Durante la última semana, desde que increpé a Chris­tian después de la recepción de la reina, se había levantado entre ellos un muro de tensión y rabia. Llevado por la creen­cia de que mis palabras eran ciertas, él le había retirado el sa­ludo y había cortado con rudeza todo intento de entablar conversación por parte de Lissa. Ahora, herida y confusa, a ella se le habían acabado las ganas de ser amable. La situa­ción no dejaba de ir a peor.
Él seguía preocupándose por ella y todavía la quería, lo supe cuando le miré a través de los ojos de Liss. Sin embar­go, estaba herido en su amor propio y no estaba dispuesto a mostrar el menor síntoma de debilidad.
-¿Sí? -repuso él con voz baja y cargada de malicia-. Pensé que ése era el modo en que actuaban todos los miem­bros de la realeza. Da la impresión de que haces un trabajo de lo más fino. O tal vez únicamente usas el poder de la coerción para hacerme creer que eres una serpiente con dos ca­ras cuando en realidad no lo eres, pero mira que lo dudo.
Lissa se puso roja como un tomate al oír la palabra «coer­ción» y lanzó con desasosiego otra mirada a su alrededor, pero resolvió no darle la satisfacción de discutir por más tiempo. Se limitó a fulminarle con la vista antes de marchar­se a todo correr para unirse a un grupo de aristócratas reu­nido en torno a un trabajo.
Regresé a mi propio cuerpo y permanecí mirando a las paredes de la clase con aire ausente mientras asimilaba cuan­to había visto. En algún sitio de mí, una minúscula fibra de mi ser sentía lástima por Christian, pero era muy pequeña e ignorarla estaba chupado.
Me dirigí en busca de Dimitri a primera hora del día si­guiente. Ahora, esas prácticas se habían convertido en mi momento favorito del día, en parte porque me había ena­moriscado de él y en parte porque no tenía a mi alrededor a ninguno de los demás.
Él y yo comenzamos como de costumbre: corriendo. Él trotaba a mi lado, dándome instrucciones con voz sosegada y amable, probablemente preocupado ante la posibilidad de provocar algún derrumbe emocional. De un modo u otro, conocía los rumores, aunque jamás había hecho mención alguna.

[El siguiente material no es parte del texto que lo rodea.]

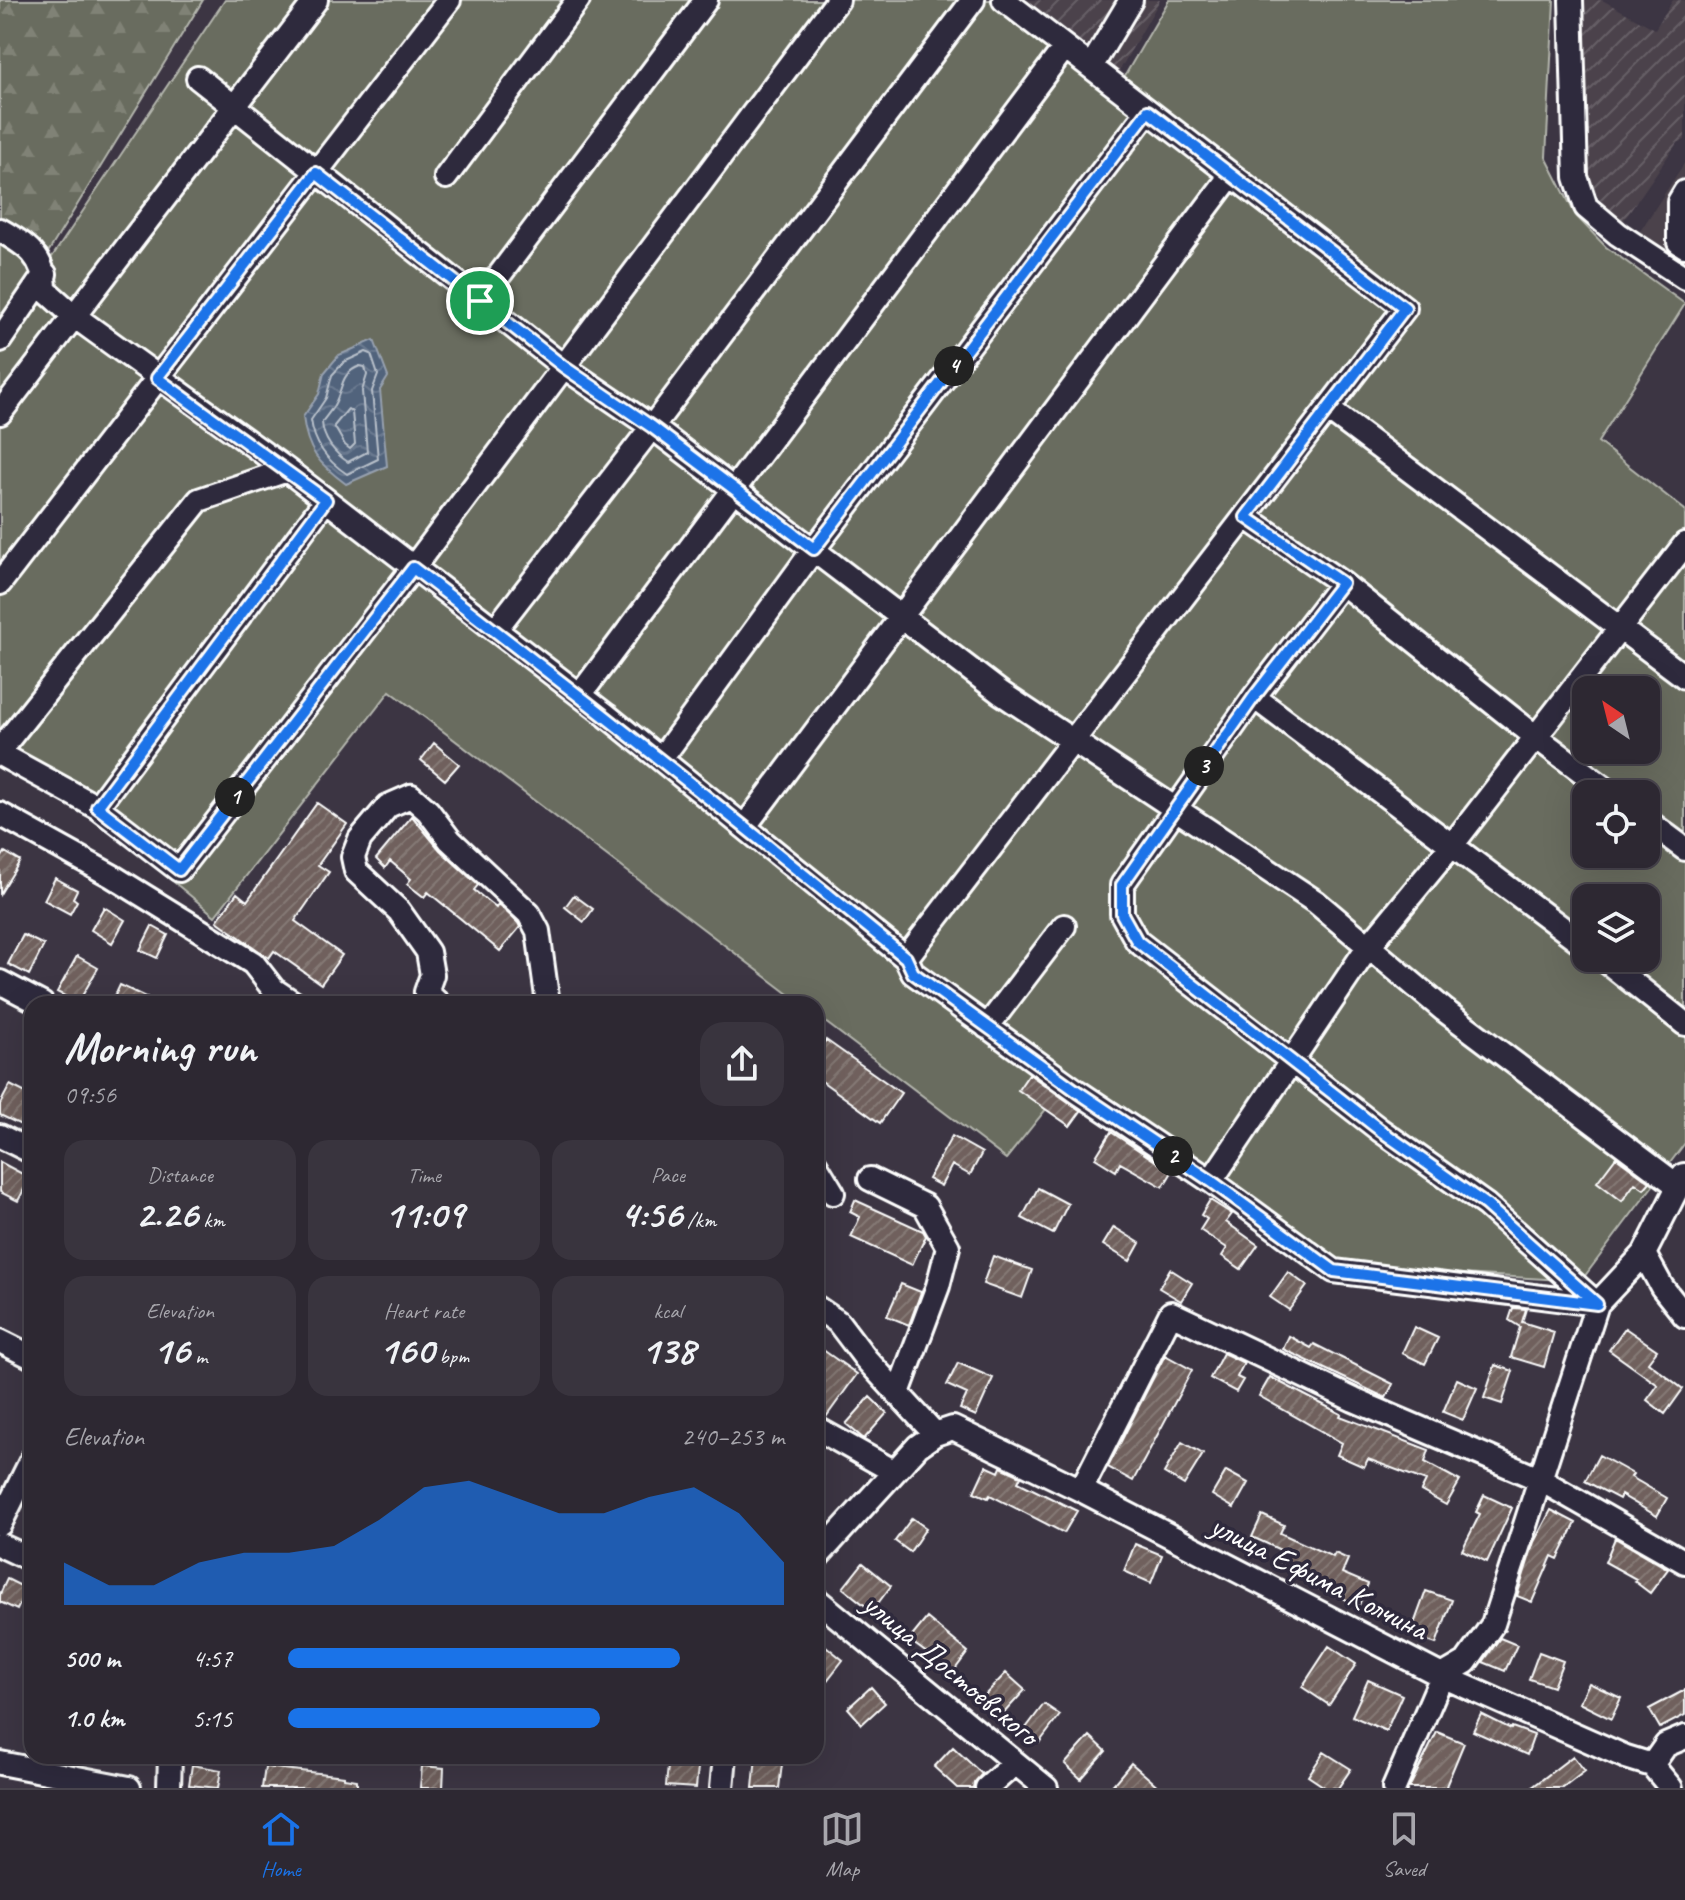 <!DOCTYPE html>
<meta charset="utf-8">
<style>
:root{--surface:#2d2832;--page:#39343e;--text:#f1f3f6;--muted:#a7a6ac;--line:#48444d;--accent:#1a73e8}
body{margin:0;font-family:Caveat,sans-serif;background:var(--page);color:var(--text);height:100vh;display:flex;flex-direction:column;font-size:30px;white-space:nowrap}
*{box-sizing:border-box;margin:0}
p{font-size:26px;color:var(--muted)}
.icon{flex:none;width:44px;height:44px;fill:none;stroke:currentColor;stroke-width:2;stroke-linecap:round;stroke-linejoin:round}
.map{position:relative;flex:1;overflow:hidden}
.details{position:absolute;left:24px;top:996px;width:800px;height:768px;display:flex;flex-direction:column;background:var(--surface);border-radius:24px;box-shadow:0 8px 32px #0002,0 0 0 2px var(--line)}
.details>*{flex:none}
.needle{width:52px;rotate:325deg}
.controls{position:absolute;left:1572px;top:676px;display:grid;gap:16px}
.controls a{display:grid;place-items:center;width:88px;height:88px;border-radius:16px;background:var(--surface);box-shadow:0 8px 32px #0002,0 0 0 2px var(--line);font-size:40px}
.pin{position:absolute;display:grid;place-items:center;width:68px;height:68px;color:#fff;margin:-34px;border:4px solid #fff;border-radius:50%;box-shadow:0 2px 8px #0007}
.km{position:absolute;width:40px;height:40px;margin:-20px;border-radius:50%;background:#222;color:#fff;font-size:22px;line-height:40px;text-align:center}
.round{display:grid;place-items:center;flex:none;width:84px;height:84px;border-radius:24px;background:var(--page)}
.summary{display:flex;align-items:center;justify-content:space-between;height:136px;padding:0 40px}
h1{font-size:44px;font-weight:800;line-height:60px}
.metrics{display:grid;grid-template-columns:repeat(3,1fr);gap:12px;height:136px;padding:8px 40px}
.metrics div{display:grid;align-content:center;border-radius:20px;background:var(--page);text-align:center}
.metrics b{font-size:40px;font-weight:800}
.metrics small{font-size:22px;font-weight:400}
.metrics p{font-size:22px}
.chart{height:224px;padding:16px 40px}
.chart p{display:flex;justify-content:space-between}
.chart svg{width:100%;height:144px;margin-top:8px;fill:var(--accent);opacity:.7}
ul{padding:0 40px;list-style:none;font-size:26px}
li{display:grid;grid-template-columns:128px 96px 1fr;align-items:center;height:60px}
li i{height:20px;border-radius:10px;background:var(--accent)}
.tabs{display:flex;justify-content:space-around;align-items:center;height:112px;border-top:2px solid var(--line);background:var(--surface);font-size:22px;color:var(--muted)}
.tabs a{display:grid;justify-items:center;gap:4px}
.tabs .current{color:var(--accent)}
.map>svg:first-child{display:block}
.built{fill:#4b424b}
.industrial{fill:url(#industrial-furrows)}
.green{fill:#696c5e;stroke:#b4b6ae;stroke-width:2;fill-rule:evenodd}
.forest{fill:url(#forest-firs);stroke:#b4b6ae;stroke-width:2}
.water{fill:url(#water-waves);stroke:#97a1b0;stroke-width:2}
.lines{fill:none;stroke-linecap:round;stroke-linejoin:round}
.shore{stroke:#b9c1cb;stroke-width:2}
.building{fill:url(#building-hatch);stroke:#fff;stroke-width:2}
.minor-casing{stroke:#fff;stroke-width:28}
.minor{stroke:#2f2a3d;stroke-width:22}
.route-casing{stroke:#fff;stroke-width:16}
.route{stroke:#1a73e8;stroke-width:10}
.labels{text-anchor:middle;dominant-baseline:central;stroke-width:7;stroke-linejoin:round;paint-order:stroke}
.street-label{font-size:32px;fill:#fff;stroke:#2f2a3d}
</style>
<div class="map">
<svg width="1685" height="1788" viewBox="0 0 1685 1788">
<defs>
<pattern id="industrial-furrows" width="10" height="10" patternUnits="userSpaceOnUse" patternTransform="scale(2)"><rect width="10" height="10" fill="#4b424b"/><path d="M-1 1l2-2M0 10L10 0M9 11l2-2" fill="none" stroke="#665e66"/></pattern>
<pattern id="forest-firs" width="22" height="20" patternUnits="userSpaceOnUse" patternTransform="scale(2)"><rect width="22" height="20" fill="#696c5e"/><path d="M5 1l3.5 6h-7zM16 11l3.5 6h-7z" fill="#808276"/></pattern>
<pattern id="water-waves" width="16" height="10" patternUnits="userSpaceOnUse" patternTransform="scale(2)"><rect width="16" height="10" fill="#51637c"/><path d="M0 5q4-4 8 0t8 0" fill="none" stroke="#6b7a90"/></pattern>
<pattern id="building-hatch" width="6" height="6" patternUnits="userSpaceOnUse" patternTransform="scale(2)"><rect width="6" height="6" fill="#6f615d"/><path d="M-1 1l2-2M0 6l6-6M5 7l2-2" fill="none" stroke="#857975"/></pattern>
</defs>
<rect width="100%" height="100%" fill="#3c3543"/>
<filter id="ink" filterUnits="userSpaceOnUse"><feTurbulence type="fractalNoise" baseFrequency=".0125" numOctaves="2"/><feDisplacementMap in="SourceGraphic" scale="16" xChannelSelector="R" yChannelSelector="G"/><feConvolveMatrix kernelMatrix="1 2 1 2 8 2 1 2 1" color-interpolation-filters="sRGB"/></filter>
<g filter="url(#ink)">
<!-- built -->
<path class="built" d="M1685,162V262L1639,233Z"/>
<!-- industrial -->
<path class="industrial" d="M1024,0H1160L1117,75Z
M1582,0H1602L1655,29L1673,0H1685V140L1677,143L1622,223L1605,209L1589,178Z"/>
<!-- green -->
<path class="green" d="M225,0H1014L1120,84L1169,0H1554L1546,157L1576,216L1606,247L1685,304L1598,442L1685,510V1143L1581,1281L1322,1266L1071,1078L1006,1159L816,1015V1004H802L390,691L215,916L89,812L0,766V226L52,257ZM1586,690H1646V750H1586ZM1586,794H1646V854H1586ZM1586,898H1646V958H1586Z"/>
<!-- forest -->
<path class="forest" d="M0,0H203L49,251L0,221Z"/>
<!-- water -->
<path class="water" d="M374,340L388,377L380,390L387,466L346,484C319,464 307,451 303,417L319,394L324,373L339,355Z"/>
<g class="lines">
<!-- shore -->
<path class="shore" d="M366,352L371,354L378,375L372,391L378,459L347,474C327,461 314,444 311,420L326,398L332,375L344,362Z
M360,366L365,367L367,375L362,391L367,452L348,462C334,453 323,439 322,422C326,416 331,411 334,405C344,388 339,374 360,366Z
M348,409L352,412L355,444L350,449L345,445L334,426Z"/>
</g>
<!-- building -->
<path class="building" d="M434,743L459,764L445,780L421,760Z
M317,803L347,824L318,865L329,872L295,921L342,955L321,984L274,951L269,958L217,921L237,893L247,901Z
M412,816L440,850L478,885L474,890L496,908L498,904L518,923L520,927L500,951L428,892L424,897L407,884L411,879L390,861L385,868L376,859Z
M5,852L20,861L0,894V860Z
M55,878L77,890L73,898L77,901L70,914L44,900Z
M574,895L593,909L584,922L565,907Z
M104,907L125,920L112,943L91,930Z
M152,926L168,935L157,958L140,950Z
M23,935L44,945L29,975L8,964Z
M77,956L98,968L78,1003L57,992Z
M120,985L160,1004H111Z
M826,1040L901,1093L880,1123L816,1077V1054Z
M1029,1074L1081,1111L1070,1126L1018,1090Z
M10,1085L32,1096V1104L21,1125L0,1115V1104Z
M1111,1132L1172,1172L1163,1187L1120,1163L1116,1171L1095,1158Z
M952,1136L982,1153L970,1175L952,1165L941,1186L928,1179Z
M1616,1157L1650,1182L1644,1189L1635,1183L1622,1201L1597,1182Z
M0,1162L30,1178L18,1201L0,1192Z
M1038,1188L1068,1204L1053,1234L1022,1218Z
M855,1200L923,1231L926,1236L912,1265L851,1237L860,1217L850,1212Z
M1210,1200L1232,1214L1226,1222L1258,1245L1241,1269L1222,1256L1227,1248L1200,1230L1207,1219L1201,1215Z
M1114,1227L1140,1243L1130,1261L1103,1245Z
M993,1256L1032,1270L1022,1298L983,1284Z
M1170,1269L1192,1283L1181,1301L1159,1288Z
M1288,1272L1307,1286L1289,1310L1270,1297Z
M901,1284L921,1292L909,1325L887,1316Z
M1513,1308L1526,1309L1522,1322L1554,1332L1544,1367L1511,1357L1520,1327L1509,1320Z
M1414,1327L1438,1338L1425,1364L1402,1353Z
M1625,1328L1657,1350L1648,1362L1683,1389L1665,1414L1647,1400L1658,1385L1609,1350Z
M1289,1336L1311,1348L1314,1344L1393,1384L1386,1398L1283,1349Z
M816,1345L857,1374L826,1417L816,1414V1380L823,1370L816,1365Z
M1223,1353L1244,1363L1237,1377L1243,1380L1236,1392L1210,1378Z
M1165,1355L1192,1370L1133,1481L1108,1467Z
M958,1363L993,1378L976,1416L960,1409L967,1394L947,1385Z
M1495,1365L1513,1371L1502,1404L1484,1398Z
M1270,1377L1341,1414L1340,1416L1429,1450L1425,1462L1460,1481L1446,1505L1421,1491L1426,1481L1368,1459L1364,1467L1337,1455L1342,1443L1259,1396Z
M1457,1379L1477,1388L1463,1420L1443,1412Z
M870,1397L887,1413L864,1439L846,1424Z
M1182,1442L1203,1454L1184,1485L1164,1473Z
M1599,1455L1633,1474L1631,1477L1667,1498L1657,1516L1621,1495L1619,1499L1585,1481Z
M986,1466L999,1472L1001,1467L1021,1476L1018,1482L1077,1511L1064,1533L990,1495L988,1498L974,1492Z
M1226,1471L1248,1483L1234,1508L1212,1495Z
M1484,1495L1512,1508L1487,1562L1462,1550L1480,1514L1476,1512Z
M1551,1510L1576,1523L1558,1559L1552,1556L1532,1602L1517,1596L1534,1542Z
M1262,1515L1284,1525L1280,1533L1333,1557L1335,1553L1348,1559L1342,1573L1368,1584L1359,1605L1320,1589L1323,1583L1280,1563L1285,1552L1252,1537Z
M912,1518L926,1528L910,1552L895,1541Z
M1615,1538L1668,1569L1650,1593L1634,1581L1636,1579L1605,1562Z
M1135,1544L1162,1555L1151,1583L1124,1571Z
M863,1563L891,1586L872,1611L843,1588Z
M7,1579L27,1589L17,1610L0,1602V1594Z
M1426,1591L1452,1600L1436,1644L1410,1635Z
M927,1618L968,1652L953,1672L909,1640Z
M816,1638L843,1660L825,1683L816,1676Z
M1500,1638L1517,1645L1505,1671L1483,1662Z
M1329,1646L1356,1664L1329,1705L1302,1687Z
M1539,1652L1563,1661L1553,1687L1529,1679Z
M1006,1673L1025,1690L1002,1715L983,1697Z
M1368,1680L1402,1695L1386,1731L1352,1716Z
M1589,1683L1621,1698L1611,1719L1579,1703Z
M871,1687L885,1703L862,1724L848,1708Z
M1685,1690V1715L1660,1728L1649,1709Z
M1044,1704L1060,1715L1039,1743L1023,1732Z
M1481,1714L1511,1729L1512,1727L1534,1735L1527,1755L1473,1731Z
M1437,1732L1464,1743L1446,1786L1448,1788H1409Z
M1090,1736L1106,1751L1081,1779L1065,1764Z
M953,1747L982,1774L974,1783L973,1788H957L934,1767Z
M1324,1752L1351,1769L1338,1788H1326L1308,1776Z
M669,1756H699L696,1788L666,1786Z
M756,1756H783L779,1788H753Z
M1573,1756L1585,1771L1563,1788H1531Z
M1131,1763L1160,1788H1110Z
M192,1765L221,1770L218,1788L189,1785Z
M422,1766L444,1768L443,1788H420Z
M265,1767L344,1776V1778L357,1780V1788H262Z"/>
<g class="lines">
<!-- minor casing -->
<g class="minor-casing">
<path id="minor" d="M1004,0L1091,67L1131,0
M1571,0L1576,177L1586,207L1618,234L1685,278
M198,78L564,367L652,427L1001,693L1316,902L1444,1010L1678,1186
M446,177L578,0
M1685,192L1679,202V242L1685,246
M0,230C26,245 45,256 45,290L74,316L287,470L606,715L906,958L913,973L1078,1092L1211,1181L1334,1271L1597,1304
M480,301L706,0
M0,340L45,274
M1329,410L1685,677
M0,413L316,0
M1246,517L1342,583L1536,737L1612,794
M0,583L449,0
M1342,583L1254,697L1122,885V914L1137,941L1380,1130L1486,1205L1597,1304
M495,630L652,427L973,0
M580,695L1065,47
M1254,697L1586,946
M0,750L199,500L287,470
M0,754L97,807L179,870L413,568L838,0
M661,759L814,549L1148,111
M97,807L326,500
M0,814L112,876L253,963L274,990L295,1004
M1646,820L1685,849
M745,826L1231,175
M906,958L1405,308L1091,67
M1602,958L1685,1024
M0,982L42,1004
M439,1004L426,992L432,975L428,952L399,911L356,871L353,857L360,839L388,806L411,796L428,811L450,840L529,914L538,931L548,1004
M987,1027L1064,926
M0,1136L32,1152
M816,1165L833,1193
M870,1179L925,1206L948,1247L938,1286L898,1393
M1211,1181L1368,947L1453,844L1685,544
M1644,1254L1662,1287L1685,1316
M816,1307L838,1322L866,1359L935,1434
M0,1341L32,1357
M816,1428L893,1471
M1081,1490L1171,1313L1354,1400L1539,1479L1685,1562
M0,1524L32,1459
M0,1545L32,1560
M816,1558L918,1446L935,1434L953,1428L1081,1490L1442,1676L1626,1757L1652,1765L1671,1788
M816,1599L1046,1788
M1442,1676L1466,1662L1493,1624L1597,1304L1644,1254L1684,1175
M0,1763L129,1788
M1652,1765L1666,1745L1685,1737
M169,1788L170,1756
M722,1788L725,1756
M987,1788L1014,1764
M1394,1788L1442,1676"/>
</g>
<!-- minor -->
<use href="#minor" class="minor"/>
</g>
</g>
<g class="lines" filter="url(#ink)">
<!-- route casing -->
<g class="route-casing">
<path id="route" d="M1148,111L1405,308L1246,517L1342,583L1254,697L1122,885V914L1137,941L1380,1130L1486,1205L1597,1304L1334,1271L1211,1181L1078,1092L913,973L906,958C744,825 580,695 413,568L179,870L97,807L326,500L157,378L316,173L564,367L652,427L814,549Z"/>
</g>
<!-- route -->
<use href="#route" class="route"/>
</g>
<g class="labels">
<!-- street labels -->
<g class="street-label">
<text transform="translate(1319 1577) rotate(27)">улица Ефима Колчина</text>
<text transform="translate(951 1669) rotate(40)">улица Достоевского</text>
</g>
</g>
</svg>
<div class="controls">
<a><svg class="needle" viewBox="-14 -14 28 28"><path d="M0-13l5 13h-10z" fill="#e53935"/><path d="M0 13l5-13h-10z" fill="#a7a6ac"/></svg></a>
<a><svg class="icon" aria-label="locate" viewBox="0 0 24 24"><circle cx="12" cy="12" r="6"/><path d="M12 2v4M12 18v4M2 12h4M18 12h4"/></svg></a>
<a><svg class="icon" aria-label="layers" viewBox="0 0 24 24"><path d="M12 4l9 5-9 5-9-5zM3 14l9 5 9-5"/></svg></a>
</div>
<div class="pin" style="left:480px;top:301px;background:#1e9e55"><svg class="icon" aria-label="arrive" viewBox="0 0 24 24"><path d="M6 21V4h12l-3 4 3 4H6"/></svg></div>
<b class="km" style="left:235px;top:797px">1</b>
<b class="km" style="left:1173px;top:1156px">2</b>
<b class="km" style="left:1204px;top:766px">3</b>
<b class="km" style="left:954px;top:366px">4</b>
<section class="details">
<div class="summary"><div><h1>Morning run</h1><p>09:56</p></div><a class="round"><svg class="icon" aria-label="share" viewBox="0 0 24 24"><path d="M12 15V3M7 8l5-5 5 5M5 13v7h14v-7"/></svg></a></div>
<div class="metrics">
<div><p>Distance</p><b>2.26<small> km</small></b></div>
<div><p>Time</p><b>11:09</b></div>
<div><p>Pace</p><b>4:56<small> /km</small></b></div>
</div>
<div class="metrics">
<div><p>Elevation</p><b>16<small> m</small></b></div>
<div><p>Heart rate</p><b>160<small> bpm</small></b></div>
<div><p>kcal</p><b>138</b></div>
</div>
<div class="chart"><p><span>Elevation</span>240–253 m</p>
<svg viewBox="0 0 160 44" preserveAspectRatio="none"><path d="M0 44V31L10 38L20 38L30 31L40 28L50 28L60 26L70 18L80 8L90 6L100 11L110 16L120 16L130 11L140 8L150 16L160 31V44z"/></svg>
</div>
<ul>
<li><b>500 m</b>4:57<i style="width:79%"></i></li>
<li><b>1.0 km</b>5:15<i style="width:63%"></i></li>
</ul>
</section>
</div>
<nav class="tabs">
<a class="current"><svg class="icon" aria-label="home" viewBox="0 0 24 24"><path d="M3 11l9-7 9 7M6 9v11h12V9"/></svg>Home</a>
<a><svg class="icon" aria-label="map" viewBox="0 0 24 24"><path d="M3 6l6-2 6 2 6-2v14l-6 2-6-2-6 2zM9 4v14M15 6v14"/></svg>Map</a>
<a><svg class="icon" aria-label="saved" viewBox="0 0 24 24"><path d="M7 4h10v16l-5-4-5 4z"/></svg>Saved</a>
</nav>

Cuando terminamos, me instruyó en la ejecución de mo­vimientos ofensivos donde podía atacarle con toda clase de armas que encontrara. Para mi sorpresa, logré propinarle unos pocos golpes, aunque a él parecieron hacerle muy poco da­ño y a mí me obligaban a echarme hacia atrás, pese a que él jamás cambiaba de sitio y ni siquiera hizo ademán de orde­narme que dejara de atacarle una y otra vez, luchando con una ira ciega. No sé contra quién peleaba en esos momentos: Mia, Jesse, Ralf o tal vez me enfrentaba a todos ellos.
Al fin Dimitri ordenó un alto. Cargamos con el equipo empleado y lo devolvimos todo al almacén. Me lanzó una mirada mientras lo guardábamos; luego, me tomó por las muñecas.
-Tus manos... -soltó un taco en ruso. Identifiqué la pa­labrota, pero ignoraba su significado y él siempre se había negado a decírmelo-. ¿Dónde tienes los guantes?
Miré hacia abajo y me observé las manos. Las había cas­tigado durante semanas y hoy ofrecían peor aspecto, pues el frío había agrietado la piel y las tenía en carne viva, y de he­cho, sangraba por ciertas zonas.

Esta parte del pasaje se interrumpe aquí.